60. In Mohinder Singh and others v. State of Haryana, (2014) 8 SCC 897, by notification dated 2.12.1982, 327.52 acres in village Patti Jhambra, Shahabad in District Kurushetra (State of Haryana) was acquired for development and utilization of land for residential, commercial, industrial purposes etc. Notification under Section 6 was issued on 4.7.1984 in relation to 178.62 acres, and ultimate possession of only 90.07 acres was taken. Collector made award at different rates per acre depending upon quality of soil/land. Reference Court awarded uniform compensation at Rs.2,66,400/- per acre. State preferred appeal whereupon High Court reduced compensation to Rs.1,83,080/- per acre. Land Owner preferred intra court appeal and Division Bench determined market value at Rs.2,19,696/- per acre. Land-Owners further went in appeal before Supreme Court, which set aside judgment of High Court and restored award passed by Reference Court determining Rs.2,66,400/- per acre as market value. While restoring award of Reference Court, Supreme Court observed that 40% deduction applied by High Court was not justified. Since land was within developed Municipal limit, therefore, deduction of 25% applied by Reference Court was justified.

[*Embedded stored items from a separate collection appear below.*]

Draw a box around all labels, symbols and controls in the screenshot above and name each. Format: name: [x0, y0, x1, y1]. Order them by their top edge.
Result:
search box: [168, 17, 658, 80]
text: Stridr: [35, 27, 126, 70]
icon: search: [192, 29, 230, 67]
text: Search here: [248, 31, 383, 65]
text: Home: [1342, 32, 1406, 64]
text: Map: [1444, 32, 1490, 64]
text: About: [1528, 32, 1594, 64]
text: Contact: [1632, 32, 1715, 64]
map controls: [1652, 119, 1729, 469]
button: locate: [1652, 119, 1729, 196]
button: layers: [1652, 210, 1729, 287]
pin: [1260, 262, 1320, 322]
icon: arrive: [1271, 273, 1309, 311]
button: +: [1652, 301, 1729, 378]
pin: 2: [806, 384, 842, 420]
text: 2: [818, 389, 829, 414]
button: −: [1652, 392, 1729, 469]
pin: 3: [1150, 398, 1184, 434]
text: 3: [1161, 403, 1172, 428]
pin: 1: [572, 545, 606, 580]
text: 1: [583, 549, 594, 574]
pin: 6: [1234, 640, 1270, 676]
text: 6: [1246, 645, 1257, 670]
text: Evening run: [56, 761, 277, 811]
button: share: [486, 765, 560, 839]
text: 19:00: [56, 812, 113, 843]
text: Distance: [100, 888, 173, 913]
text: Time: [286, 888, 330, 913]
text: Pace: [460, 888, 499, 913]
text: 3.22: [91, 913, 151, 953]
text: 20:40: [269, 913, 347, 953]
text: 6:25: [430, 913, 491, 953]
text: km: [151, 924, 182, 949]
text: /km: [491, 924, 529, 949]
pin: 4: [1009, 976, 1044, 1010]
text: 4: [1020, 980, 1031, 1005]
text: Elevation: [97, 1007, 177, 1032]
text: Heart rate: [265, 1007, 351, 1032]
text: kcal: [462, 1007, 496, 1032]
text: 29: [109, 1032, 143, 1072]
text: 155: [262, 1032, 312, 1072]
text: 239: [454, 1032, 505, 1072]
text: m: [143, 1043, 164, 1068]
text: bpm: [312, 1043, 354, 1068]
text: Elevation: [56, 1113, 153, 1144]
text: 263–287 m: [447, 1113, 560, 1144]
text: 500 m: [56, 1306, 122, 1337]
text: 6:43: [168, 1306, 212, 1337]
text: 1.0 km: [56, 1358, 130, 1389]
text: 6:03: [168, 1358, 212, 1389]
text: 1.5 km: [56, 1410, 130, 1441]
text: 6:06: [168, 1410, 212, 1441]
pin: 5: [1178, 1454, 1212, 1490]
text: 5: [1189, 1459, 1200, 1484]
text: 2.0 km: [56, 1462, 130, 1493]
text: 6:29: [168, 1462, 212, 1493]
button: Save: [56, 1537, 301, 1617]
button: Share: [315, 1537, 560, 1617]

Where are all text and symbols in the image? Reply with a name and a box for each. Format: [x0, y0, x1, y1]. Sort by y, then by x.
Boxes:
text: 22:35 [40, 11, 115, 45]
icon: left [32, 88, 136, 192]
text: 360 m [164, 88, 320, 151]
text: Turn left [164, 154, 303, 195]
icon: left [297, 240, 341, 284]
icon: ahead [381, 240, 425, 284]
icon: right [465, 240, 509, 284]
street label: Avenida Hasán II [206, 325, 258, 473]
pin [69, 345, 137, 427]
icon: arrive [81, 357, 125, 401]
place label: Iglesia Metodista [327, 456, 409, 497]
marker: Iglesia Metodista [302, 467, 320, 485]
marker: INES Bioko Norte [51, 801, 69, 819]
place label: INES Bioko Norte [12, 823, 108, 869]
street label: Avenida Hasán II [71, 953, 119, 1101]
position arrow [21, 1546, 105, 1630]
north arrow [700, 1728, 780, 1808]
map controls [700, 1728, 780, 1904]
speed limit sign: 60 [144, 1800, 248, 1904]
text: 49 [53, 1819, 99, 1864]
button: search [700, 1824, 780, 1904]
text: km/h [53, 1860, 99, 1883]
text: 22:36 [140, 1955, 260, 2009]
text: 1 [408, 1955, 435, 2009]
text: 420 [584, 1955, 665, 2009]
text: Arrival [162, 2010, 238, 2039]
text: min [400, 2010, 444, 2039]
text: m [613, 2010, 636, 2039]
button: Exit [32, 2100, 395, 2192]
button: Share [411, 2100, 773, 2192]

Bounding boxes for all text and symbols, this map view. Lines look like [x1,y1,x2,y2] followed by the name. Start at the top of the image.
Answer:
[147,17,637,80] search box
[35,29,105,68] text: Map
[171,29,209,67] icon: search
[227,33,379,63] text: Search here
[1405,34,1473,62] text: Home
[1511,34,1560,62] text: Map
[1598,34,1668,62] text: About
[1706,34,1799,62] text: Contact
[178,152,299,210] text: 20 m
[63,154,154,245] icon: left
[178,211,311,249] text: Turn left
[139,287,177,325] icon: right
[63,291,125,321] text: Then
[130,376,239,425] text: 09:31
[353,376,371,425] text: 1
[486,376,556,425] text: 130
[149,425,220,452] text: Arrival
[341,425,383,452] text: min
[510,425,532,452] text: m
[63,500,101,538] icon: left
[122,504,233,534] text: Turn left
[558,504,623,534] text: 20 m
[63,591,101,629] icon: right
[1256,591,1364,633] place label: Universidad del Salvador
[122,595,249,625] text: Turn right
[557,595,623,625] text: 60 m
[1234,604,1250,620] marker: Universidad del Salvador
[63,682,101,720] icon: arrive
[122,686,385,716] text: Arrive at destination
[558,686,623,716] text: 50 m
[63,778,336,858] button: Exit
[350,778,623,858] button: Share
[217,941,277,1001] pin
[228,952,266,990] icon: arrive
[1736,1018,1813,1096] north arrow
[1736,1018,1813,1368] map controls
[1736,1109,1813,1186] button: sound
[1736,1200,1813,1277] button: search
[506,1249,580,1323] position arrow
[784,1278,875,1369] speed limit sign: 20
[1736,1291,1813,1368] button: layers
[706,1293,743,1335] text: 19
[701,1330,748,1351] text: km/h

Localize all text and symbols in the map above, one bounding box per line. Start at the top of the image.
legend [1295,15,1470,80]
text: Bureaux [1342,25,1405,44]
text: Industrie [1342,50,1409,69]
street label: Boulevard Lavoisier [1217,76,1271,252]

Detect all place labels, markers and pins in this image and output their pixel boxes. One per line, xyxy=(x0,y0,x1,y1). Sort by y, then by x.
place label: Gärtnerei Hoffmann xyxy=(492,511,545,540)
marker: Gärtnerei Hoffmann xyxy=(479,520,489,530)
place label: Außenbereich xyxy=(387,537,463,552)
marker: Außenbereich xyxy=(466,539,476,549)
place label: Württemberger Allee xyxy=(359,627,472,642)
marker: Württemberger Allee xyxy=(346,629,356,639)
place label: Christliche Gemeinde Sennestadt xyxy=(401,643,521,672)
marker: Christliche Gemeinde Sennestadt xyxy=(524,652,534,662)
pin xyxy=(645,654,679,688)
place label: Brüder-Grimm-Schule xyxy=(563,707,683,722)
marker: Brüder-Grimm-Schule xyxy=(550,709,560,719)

61. In Union of India v. Raj Kumar Baghal Singh (dead) through legal representatives and others, (2014) 10 SCC 422, 72.9375 acres of land in village Bir Kheri Gujran, District Patiala in State of Punjab was acquired vide notification dated 14.3.1989. Collector made award of Rs.Two Lacs per acre. Reference Court enhanced amount of compensation to Rs.9,05,000/- per acre. In appeal, a Single Judge of High Court reduced compensation to Rs.105.80 per square yard and it was confirmed by Division Bench also. Union of India preferred appeal, which was dismissed. Court held that there is no rule of thumb for deduction at a particular rate. It varies and depends on individual case. In para 11 Court said "the extent of cut depends on individual fact situation".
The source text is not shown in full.